De acordo com tais declarações o cálculo feito pela UTAO é, e cito, “totalmente arbitrário” e o tal secretário de Estado que alguém deve ter desenterrado, algures, do seu anonimato merecido acrescenta que “quer em termos brutos, quer em termos líquidos a medida teria o valor extremamente elevado e seria a medida com maior impacto na despesa permanente”, o que é uma daquelas coisas que se pode dizer de tudo e nada, por ter muitos advérbios e pouca substância.
Mas o mais curioso (e grave) é que tais cálculos “totalmente arbitrários” foram feitos, de acordo com a própria UTAO apenas com base nos números fornecidos pelo Ministério das Finanças nas suas comunicações de propaganda. Ou seja, o gabinete do MF considera “arbitrário” o que é feito com base apenas nos seus próprios dados. E nesse caso, eu tendo a concordar pois considero que os números divulgados pelo MF são, para além de “arbitrários”, truncados e manipulados para condicionar o debate público.
Mas atente-se no que é escrito no relatório:
Isto significa que a correcção dos valores da propaganda do Governo é feita com base em dados não verificados na origem, pois a UTAO declara ser impossível fazer uma verdadeira auditoria por não ter acesso a “microdados sobre funcionários públicos” que, pelo menos no caso dos professores, existem e estão disponíveis na base de dados MISI@. Ou seja, contas mesmo a sério e rigorosas não são feitas por clara sonegação da informação que o governo tem e não partilha, nem com a UTAO.
O que significa, portanto, que a UTAO “tomou como boas” informações que estão manifestamente erradas, como as projecções de progressões salariais baseadas num total, no caso dos docentes, de 100.000 indivíduos, quando cerca de 20% deles não está em condições de progredir os 2,31 escalões que as notas do MF fizeram circular. E mesmo assim obteve números que revelam a mentira de Costa, Centeno, Santos Silva e tantos outros cortesãos mediáticos.
Ou seja, os valores apresentados pela UTAO, só com base nesse desvio, deveriam ser ainda mais baixos e é bom que se note que, em termos líquidos, reduzem para menos de metade os valores que os governantes mobilizados para a comunicação social, entrevistadores voluntários da causa e comentadores escolhidos a dedo têm apresentado como válidos.

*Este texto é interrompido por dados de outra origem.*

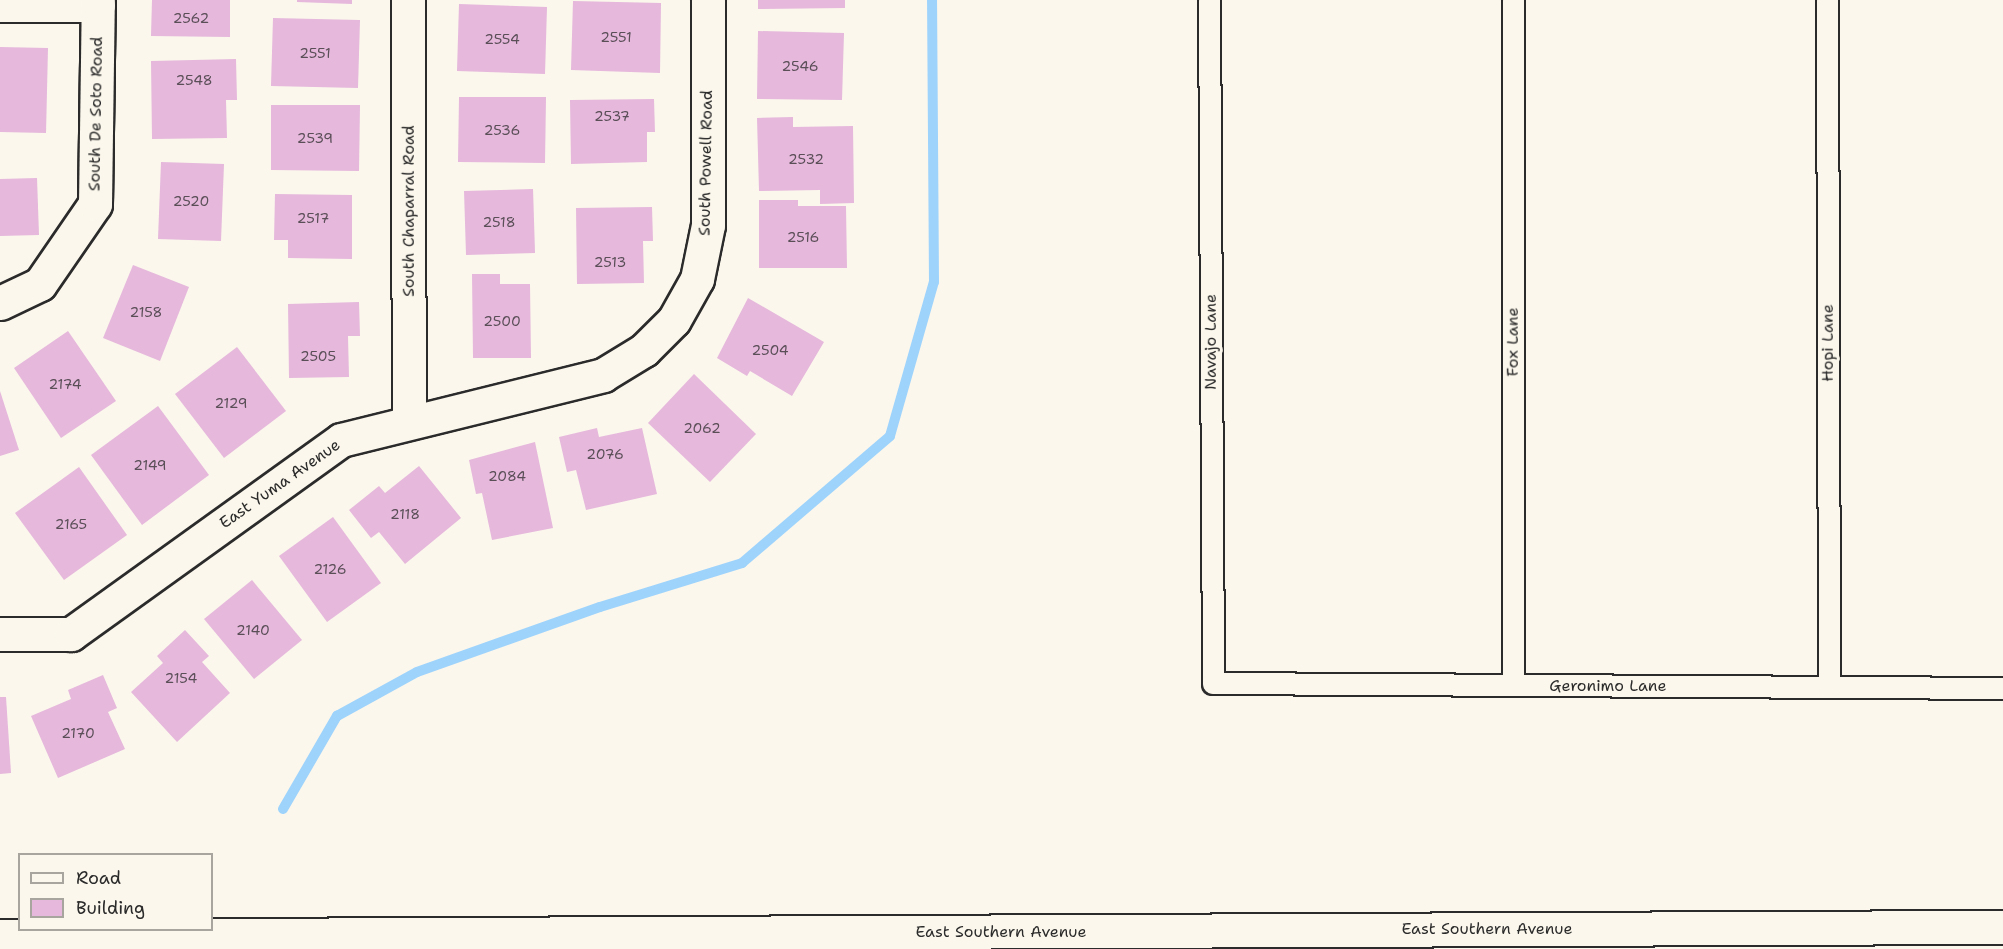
<!DOCTYPE html>
<html>
<head>
<meta charset="utf-8">
<style>
	body { margin:0 }
	#map { position:relative; width:2003px; height:949px; overflow:hidden; background:#fbf7ec; font-family:"Shantell Sans",sans-serif }
	div>[style] { position:absolute }
	.stream>* { height:10px; margin:-5px; padding:0 5px; transform-origin:5px; border-radius:5px; background:#9ed3fc }
	.building>* { inset:0; background:#e5b8dc }
	.roads { filter:drop-shadow(2px 0 #2b2b2b) drop-shadow(-2px 0 #2b2b2b) drop-shadow(0 2px #2b2b2b) drop-shadow(0 -2px #2b2b2b) }
	.lane>* { height:21px; margin:-10.5px; padding:0 10.5px; transform-origin:10.5px; border-radius:10.5px; background:#fbf7ec }
	.street>* { height:33px; margin:-16.5px; padding:0 16.5px; transform-origin:16.5px; border-radius:16.5px; background:#fbf7ec }
	.secondary>* { height:33px; margin:-16.5px; padding:0 16.5px; transform-origin:16.5px; border-radius:16.5px; background:#fbf7ec }
	span { translate:-50% -50%; white-space:nowrap; text-align:center; line-height:1.15; -webkit-text-stroke:6px #fbf7ec; paint-order:stroke }
	.number-label { font-size:14px; color:#5a4e57 }
	.number-label span { -webkit-text-stroke-width:0 }
	.street-label { font-size:16px; color:#2b2b2b }
	.legend { position:absolute; left:18px; top:853px; width:195px; height:78px; box-sizing:border-box; background:#fbf7ec; border:2px solid #a8a59f; margin:0; padding:8px 10px; list-style:none; font-size:18px; color:#2b2b2b }
	.legend li { display:flex; align-items:center; gap:12px; height:30px }
	.legend b { width:30px; border:2px solid #a8a59f }
</style>
</head>
<body>
<div id="map">
	<div class="stream">
		<div style="left:283px;top:809px;width:108px;rotate:-59.9deg"></div>
		<div style="left:337px;top:716px;width:91px;rotate:-28.8deg"></div>
		<div style="left:417px;top:672px;width:194px;rotate:-19.6deg"></div>
		<div style="left:600px;top:607px;width:149px;rotate:-17.2deg"></div>
		<div style="left:742px;top:563px;width:195px;rotate:-40.6deg"></div>
		<div style="left:890px;top:436px;width:160px;rotate:-74.1deg"></div>
		<div style="left:934px;top:282px;width:282px;rotate:-90.4deg"></div>
	</div>
	<div class="building">
		<div style="clip-path:polygon(152px 0,230px 0,230px 37px,151px 36px)"></div>
		<div style="clip-path:polygon(297px 0,352px 0,352px 4px,297px 2px)"></div>
		<div style="clip-path:polygon(758px 0,845px 0,845px 8px,758px 9px)"></div>
		<div style="clip-path:polygon(573px 1px,661px 3px,660px 73px,571px 70px)"></div>
		<div style="clip-path:polygon(459px 4px,547px 7px,545px 74px,457px 71px)"></div>
		<div style="clip-path:polygon(273px 18px,360px 20px,358px 88px,271px 86px)"></div>
		<div style="clip-path:polygon(758px 31px,844px 33px,842px 100px,757px 99px)"></div>
		<div style="clip-path:polygon(0 47px,48px 48px,46px 133px,0 132px)"></div>
		<div style="clip-path:polygon(236px 59px,237px 100px,226px 100px,227px 138px,152px 139px,151px 61px)"></div>
		<div style="clip-path:polygon(459px 97px,546px 97px,545px 163px,458px 162px)"></div>
		<div style="clip-path:polygon(654px 99px,655px 132px,647px 132px,647px 162px,571px 164px,570px 100px)"></div>
		<div style="clip-path:polygon(271px 105px,360px 105px,359px 171px,271px 170px)"></div>
		<div style="clip-path:polygon(793px 117px,793px 127px,853px 126px,854px 203px,820px 204px,820px 190px,759px 191px,757px 118px)"></div>
		<div style="clip-path:polygon(161px 162px,224px 164px,221px 241px,158px 239px)"></div>
		<div style="clip-path:polygon(37px 178px,39px 235px,0 236px,0 179px)"></div>
		<div style="clip-path:polygon(533px 189px,535px 253px,466px 255px,464px 191px)"></div>
		<div style="clip-path:polygon(275px 194px,352px 195px,352px 259px,288px 258px,288px 240px,274px 240px)"></div>
		<div style="clip-path:polygon(759px 200px,798px 200px,798px 206px,846px 206px,847px 268px,759px 268px)"></div>
		<div style="clip-path:polygon(652px 207px,653px 241px,643px 241px,644px 283px,577px 284px,576px 208px)"></div>
		<div style="clip-path:polygon(133px 265px,189px 287px,160px 361px,103px 338px)"></div>
		<div style="clip-path:polygon(472px 274px,500px 274px,500px 284px,530px 284px,531px 358px,473px 358px)"></div>
		<div style="clip-path:polygon(748px 298px,824px 342px,792px 396px,750px 371px,747px 376px,717px 358px)"></div>
		<div style="clip-path:polygon(359px 302px,360px 336px,348px 336px,349px 377px,289px 378px,288px 304px)"></div>
		<div style="clip-path:polygon(68px 331px,116px 401px,61px 438px,14px 368px)"></div>
		<div style="clip-path:polygon(237px 347px,286px 411px,224px 458px,175px 394px)"></div>
		<div style="clip-path:polygon(694px 374px,756px 434px,710px 482px,648px 423px)"></div>
		<div style="clip-path:polygon(0 391px,19px 450px,0 456px)"></div>
		<div style="clip-path:polygon(158px 406px,209px 475px,142px 525px,91px 455px)"></div>
		<div style="clip-path:polygon(597px 428px,599px 437px,642px 428px,657px 494px,586px 510px,576px 470px,567px 472px,559px 437px)"></div>
		<div style="clip-path:polygon(535px 442px,553px 528px,492px 540px,482px 493px,476px 494px,469px 460px)"></div>
		<div style="clip-path:polygon(419px 466px,461px 518px,405px 564px,379px 532px,371px 538px,349px 510px,379px 486px,385px 493px)"></div>
		<div style="clip-path:polygon(79px 467px,127px 535px,64px 580px,15px 513px)"></div>
		<div style="clip-path:polygon(333px 517px,381px 583px,327px 622px,279px 556px)"></div>
		<div style="clip-path:polygon(252px 580px,302px 640px,254px 679px,204px 619px)"></div>
		<div style="clip-path:polygon(185px 630px,209px 656px,202px 662px,230px 693px,177px 742px,131px 692px,163px 663px,157px 656px)"></div>
		<div style="clip-path:polygon(103px 675px,117px 708px,108px 712px,125px 749px,58px 778px,31px 716px,71px 699px,68px 690px)"></div>
		<div style="clip-path:polygon(0 697px,6px 697px,11px 773px,0 774px)"></div>
	</div>
	<div class="roads">
		<div class="lane">
			<div style="left:1209px;top:0;width:683px;rotate:89.66deg"></div>
			<div style="left:1213px;top:683px;width:790px;rotate:0.36deg"></div>
			<div style="left:1513px;top:0;width:685px;rotate:90deg"></div>
			<div style="left:1827px;top:0;width:687px;rotate:89.83deg"></div>
		</div>
		<div class="street">
			<div style="left:408px;top:0;width:422px;rotate:89.9deg"></div>
			<div style="left:0;top:5px;width:98px"></div>
			<div style="left:0;top:303px;width:44px;rotate:-25.4deg"></div>
			<div style="left:40px;top:284px;width:97px;rotate:-55.5deg"></div>
			<div style="left:95px;top:204px;width:204px;rotate:-89.2deg"></div>
			<div style="left:0;top:634px;width:71px"></div>
			<div style="left:71px;top:634px;width:332px;rotate:-35.7deg"></div>
			<div style="left:341px;top:440px;width:270px;rotate:-13.9deg"></div>
			<div style="left:603px;top:375px;width:48px;rotate:-31.4deg"></div>
			<div style="left:644px;top:350px;width:42px;rotate:-45deg"></div>
			<div style="left:674px;top:320px;width:47px;rotate:-60.7deg"></div>
			<div style="left:697px;top:279px;width:55px;rotate:-78.5deg"></div>
			<div style="left:708px;top:225px;width:225px;rotate:-90deg"></div>
		</div>
		<div class="secondary">
			<div style="left:0;top:936px;width:2003px;rotate:-0.26deg"></div>
		</div>
	</div>
	<div class="number-label">
		<span style="left:191px;top:18px">2562</span>
		<span style="left:616px;top:37px">2551</span>
		<span style="left:502px;top:39px">2554</span>
		<span style="left:315px;top:53px">2551</span>
		<span style="left:800px;top:66px">2546</span>
		<span style="left:194px;top:80px">2548</span>
		<span style="left:612px;top:116px">2537</span>
		<span style="left:502px;top:130px">2536</span>
		<span style="left:315px;top:138px">2539</span>
		<span style="left:806px;top:159px">2532</span>
		<span style="left:191px;top:201px">2520</span>
		<span style="left:313px;top:218px">2517</span>
		<span style="left:499px;top:222px">2518</span>
		<span style="left:803px;top:237px">2516</span>
		<span style="left:610px;top:262px">2513</span>
		<span style="left:146px;top:312px">2158</span>
		<span style="left:502px;top:321px">2500</span>
		<span style="left:770px;top:350px">2504</span>
		<span style="left:318px;top:356px">2505</span>
		<span style="left:65px;top:384px">2174</span>
		<span style="left:231px;top:403px">2129</span>
		<span style="left:702px;top:428px">2062</span>
		<span style="left:605px;top:454px">2076</span>
		<span style="left:150px;top:465px">2149</span>
		<span style="left:507px;top:476px">2084</span>
		<span style="left:405px;top:514px">2118</span>
		<span style="left:71px;top:524px">2165</span>
		<span style="left:330px;top:569px">2126</span>
		<span style="left:253px;top:630px">2140</span>
		<span style="left:181px;top:678px">2154</span>
		<span style="left:78px;top:733px">2170</span>
	</div>
	<div class="street-label">
		<span style="left:96px;top:114px;rotate:-89deg">South De Soto Road</span>
		<span style="left:706px;top:163px;rotate:-89deg">South Powell Road</span>
		<span style="left:409px;top:211px;rotate:-90deg">South Chaparral Road</span>
		<span style="left:1211px;top:342px;rotate:-90deg">Navajo Lane</span>
		<span style="left:1513px;top:342px;rotate:-90deg">Fox Lane</span>
		<span style="left:1828px;top:343px;rotate:-90deg">Hopi Lane</span>
		<span style="left:280px;top:484px;rotate:-35deg">East Yuma Avenue</span>
		<span style="left:1608px;top:686px">Geronimo Lane</span>
		<span style="left:1487px;top:929px">East Southern Avenue</span>
		<span style="left:1001px;top:932px">East Southern Avenue</span>
	</div>
	<ul class="legend">
	<li><b style="height:8px;background:#fbf7ec"></b>Road</li>
	<li><b style="height:16px;background:#e5b8dc"></b>Building</li>
	</ul>
</div>
</body>
</html>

Esta situação é tanto mais grave quanto, por todos os contactos que fiz, os microdados essenciais para contas rigorosas são negados pelo Governo a toda a gente, da comunicação social ao Parlamento. O que é absolutamente inaceitável num regime democrático, liberal, representativo, em que ninguém vota em secretários de Estado ou ministros, mas em deputados.
Ao que parece, o actual PM e a sua entourage (como em outras ocasiões) desconhecem ou fingem desconhecer que a soberania é delegada em eleições no corpo legislativo (Assembleia da República) e não no governo, que emana da conjugação das forças parlamentares, sendo que é o governo que deve explicar-se perante o Parlamento e não o inverso, como alguns pivôs televisivos e articulistas da quarta divisão constitucional querem fazer crer.

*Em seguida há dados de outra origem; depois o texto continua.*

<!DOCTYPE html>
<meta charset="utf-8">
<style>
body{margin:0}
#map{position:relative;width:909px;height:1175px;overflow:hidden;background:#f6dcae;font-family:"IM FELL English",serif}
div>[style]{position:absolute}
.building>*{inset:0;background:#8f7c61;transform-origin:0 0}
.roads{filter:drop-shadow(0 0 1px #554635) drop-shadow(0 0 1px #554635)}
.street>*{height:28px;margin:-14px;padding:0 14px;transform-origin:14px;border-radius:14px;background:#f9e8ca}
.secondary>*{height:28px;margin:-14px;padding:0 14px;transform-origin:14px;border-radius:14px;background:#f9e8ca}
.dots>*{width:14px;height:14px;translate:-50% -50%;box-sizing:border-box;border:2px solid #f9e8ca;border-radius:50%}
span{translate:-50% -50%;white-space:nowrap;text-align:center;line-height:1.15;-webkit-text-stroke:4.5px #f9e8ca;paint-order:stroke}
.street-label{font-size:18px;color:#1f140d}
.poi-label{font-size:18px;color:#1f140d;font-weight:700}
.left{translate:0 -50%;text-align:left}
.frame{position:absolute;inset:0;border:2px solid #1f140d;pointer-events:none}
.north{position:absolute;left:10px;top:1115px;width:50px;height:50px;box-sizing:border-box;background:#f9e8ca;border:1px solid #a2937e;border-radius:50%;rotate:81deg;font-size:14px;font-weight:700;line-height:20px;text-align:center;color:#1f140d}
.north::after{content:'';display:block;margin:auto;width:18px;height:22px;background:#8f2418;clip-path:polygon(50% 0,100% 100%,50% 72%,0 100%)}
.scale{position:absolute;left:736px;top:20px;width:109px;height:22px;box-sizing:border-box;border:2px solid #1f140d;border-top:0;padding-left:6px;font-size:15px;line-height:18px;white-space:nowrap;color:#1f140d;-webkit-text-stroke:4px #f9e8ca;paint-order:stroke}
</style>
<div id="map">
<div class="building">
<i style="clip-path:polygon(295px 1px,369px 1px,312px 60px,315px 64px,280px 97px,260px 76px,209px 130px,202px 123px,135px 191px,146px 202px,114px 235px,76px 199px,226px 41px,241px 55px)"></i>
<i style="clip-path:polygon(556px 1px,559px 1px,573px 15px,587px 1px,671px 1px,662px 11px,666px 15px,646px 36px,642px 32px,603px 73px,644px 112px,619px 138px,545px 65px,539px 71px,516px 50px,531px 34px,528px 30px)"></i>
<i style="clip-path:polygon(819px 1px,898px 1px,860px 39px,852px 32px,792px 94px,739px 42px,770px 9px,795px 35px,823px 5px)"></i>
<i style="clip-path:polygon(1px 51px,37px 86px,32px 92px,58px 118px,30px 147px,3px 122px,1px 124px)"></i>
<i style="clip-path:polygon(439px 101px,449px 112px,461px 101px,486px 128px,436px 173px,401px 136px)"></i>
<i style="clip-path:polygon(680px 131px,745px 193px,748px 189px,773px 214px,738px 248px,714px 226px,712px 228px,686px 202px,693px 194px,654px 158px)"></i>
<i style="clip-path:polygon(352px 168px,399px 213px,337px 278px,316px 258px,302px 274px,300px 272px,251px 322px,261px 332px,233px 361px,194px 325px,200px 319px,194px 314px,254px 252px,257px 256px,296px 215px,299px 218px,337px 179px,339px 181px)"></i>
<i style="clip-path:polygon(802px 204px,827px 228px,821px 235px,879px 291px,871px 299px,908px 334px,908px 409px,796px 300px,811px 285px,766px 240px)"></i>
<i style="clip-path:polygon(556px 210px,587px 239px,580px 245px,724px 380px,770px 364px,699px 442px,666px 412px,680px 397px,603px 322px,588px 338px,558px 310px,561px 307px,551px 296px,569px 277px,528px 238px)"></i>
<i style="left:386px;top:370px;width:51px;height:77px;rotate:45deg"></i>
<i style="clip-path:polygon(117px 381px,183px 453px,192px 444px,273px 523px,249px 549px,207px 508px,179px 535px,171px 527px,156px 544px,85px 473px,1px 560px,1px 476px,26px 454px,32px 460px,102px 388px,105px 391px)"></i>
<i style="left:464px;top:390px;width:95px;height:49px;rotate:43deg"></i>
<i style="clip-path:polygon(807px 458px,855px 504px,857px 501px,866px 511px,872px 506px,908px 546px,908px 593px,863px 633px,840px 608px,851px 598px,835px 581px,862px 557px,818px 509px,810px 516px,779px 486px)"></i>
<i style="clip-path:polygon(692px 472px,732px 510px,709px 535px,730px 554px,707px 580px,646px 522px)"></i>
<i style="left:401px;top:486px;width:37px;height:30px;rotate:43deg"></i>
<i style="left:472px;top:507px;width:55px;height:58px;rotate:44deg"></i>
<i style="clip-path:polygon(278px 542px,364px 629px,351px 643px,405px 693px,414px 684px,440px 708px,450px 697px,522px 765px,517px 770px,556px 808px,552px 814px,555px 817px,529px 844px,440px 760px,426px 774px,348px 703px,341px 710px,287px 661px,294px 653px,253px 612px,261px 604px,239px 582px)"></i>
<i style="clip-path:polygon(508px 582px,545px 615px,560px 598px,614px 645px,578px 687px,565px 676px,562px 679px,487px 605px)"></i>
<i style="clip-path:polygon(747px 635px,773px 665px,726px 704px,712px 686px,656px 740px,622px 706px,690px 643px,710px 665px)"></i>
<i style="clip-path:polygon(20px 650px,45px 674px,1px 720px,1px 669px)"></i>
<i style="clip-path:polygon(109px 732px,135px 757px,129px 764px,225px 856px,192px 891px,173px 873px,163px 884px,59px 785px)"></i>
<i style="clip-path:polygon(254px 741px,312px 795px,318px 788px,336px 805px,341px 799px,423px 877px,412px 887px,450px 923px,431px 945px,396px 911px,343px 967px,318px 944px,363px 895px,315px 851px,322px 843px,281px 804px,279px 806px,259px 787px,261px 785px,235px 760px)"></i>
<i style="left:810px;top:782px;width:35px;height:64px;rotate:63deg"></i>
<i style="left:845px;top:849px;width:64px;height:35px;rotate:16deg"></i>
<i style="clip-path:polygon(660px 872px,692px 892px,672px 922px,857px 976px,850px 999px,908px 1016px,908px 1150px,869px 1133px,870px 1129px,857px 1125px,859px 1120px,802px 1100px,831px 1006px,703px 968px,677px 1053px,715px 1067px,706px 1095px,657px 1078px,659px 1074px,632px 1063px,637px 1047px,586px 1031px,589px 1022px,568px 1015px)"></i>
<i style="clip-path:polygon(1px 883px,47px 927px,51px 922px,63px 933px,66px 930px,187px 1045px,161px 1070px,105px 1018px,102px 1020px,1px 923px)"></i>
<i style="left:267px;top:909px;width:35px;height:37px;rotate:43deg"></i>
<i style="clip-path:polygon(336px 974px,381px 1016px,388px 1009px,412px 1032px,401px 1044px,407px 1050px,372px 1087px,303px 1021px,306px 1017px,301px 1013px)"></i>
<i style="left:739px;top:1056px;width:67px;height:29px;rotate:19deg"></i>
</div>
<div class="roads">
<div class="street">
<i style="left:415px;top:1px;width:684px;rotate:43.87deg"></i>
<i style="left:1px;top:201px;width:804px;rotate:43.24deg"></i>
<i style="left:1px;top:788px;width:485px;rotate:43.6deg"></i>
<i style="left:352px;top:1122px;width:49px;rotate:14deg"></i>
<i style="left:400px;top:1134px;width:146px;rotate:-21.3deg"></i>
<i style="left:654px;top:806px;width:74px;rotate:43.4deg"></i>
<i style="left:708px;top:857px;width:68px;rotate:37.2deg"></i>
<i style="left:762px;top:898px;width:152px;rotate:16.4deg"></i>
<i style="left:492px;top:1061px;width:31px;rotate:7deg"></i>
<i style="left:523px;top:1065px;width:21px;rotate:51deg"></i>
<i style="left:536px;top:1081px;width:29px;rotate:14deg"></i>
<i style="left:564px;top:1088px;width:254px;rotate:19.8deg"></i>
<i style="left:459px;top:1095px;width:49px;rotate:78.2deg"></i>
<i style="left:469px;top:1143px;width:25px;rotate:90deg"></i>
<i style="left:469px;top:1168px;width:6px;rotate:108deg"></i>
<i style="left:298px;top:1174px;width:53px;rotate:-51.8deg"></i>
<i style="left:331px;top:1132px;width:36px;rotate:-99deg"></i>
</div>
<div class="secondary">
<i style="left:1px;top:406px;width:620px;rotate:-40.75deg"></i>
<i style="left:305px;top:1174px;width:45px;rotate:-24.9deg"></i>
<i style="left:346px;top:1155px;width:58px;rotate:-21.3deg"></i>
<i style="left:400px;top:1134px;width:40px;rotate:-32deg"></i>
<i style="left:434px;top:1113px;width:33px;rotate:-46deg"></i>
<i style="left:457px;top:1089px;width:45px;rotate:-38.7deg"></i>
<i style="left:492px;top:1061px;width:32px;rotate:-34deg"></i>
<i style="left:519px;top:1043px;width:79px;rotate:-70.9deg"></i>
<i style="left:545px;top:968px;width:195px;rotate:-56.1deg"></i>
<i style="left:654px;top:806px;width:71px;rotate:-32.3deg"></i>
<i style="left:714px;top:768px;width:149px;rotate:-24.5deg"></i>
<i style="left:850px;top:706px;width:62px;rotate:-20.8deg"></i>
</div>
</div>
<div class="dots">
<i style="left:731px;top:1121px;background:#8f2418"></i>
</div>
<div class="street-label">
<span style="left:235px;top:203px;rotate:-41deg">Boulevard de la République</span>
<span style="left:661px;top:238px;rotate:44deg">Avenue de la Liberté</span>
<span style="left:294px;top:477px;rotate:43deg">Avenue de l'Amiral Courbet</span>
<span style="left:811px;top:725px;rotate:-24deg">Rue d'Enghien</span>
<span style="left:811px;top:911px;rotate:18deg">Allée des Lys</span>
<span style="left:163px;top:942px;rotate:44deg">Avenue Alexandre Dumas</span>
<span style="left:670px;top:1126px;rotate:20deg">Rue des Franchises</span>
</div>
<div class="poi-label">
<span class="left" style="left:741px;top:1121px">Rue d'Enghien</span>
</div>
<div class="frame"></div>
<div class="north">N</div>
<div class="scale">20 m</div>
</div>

Não é aceitável que estejamos a debater um problema sério, grave, de direitos laborais e não só, com base em números artificiais, não verificados e, mais grave, errados mesmo quando tomados como válidos.
Estamos perante Propaganda e não perante Informação. Estamos perante uma completa distorção do Estado de Direito e das regras da Democracia, mas parecem estar quase todos à espera da tarde de amanhã para a selfie do “final de crise”, após abvorrecida e vergonhosa coreografia de (des)acordos ocasionais.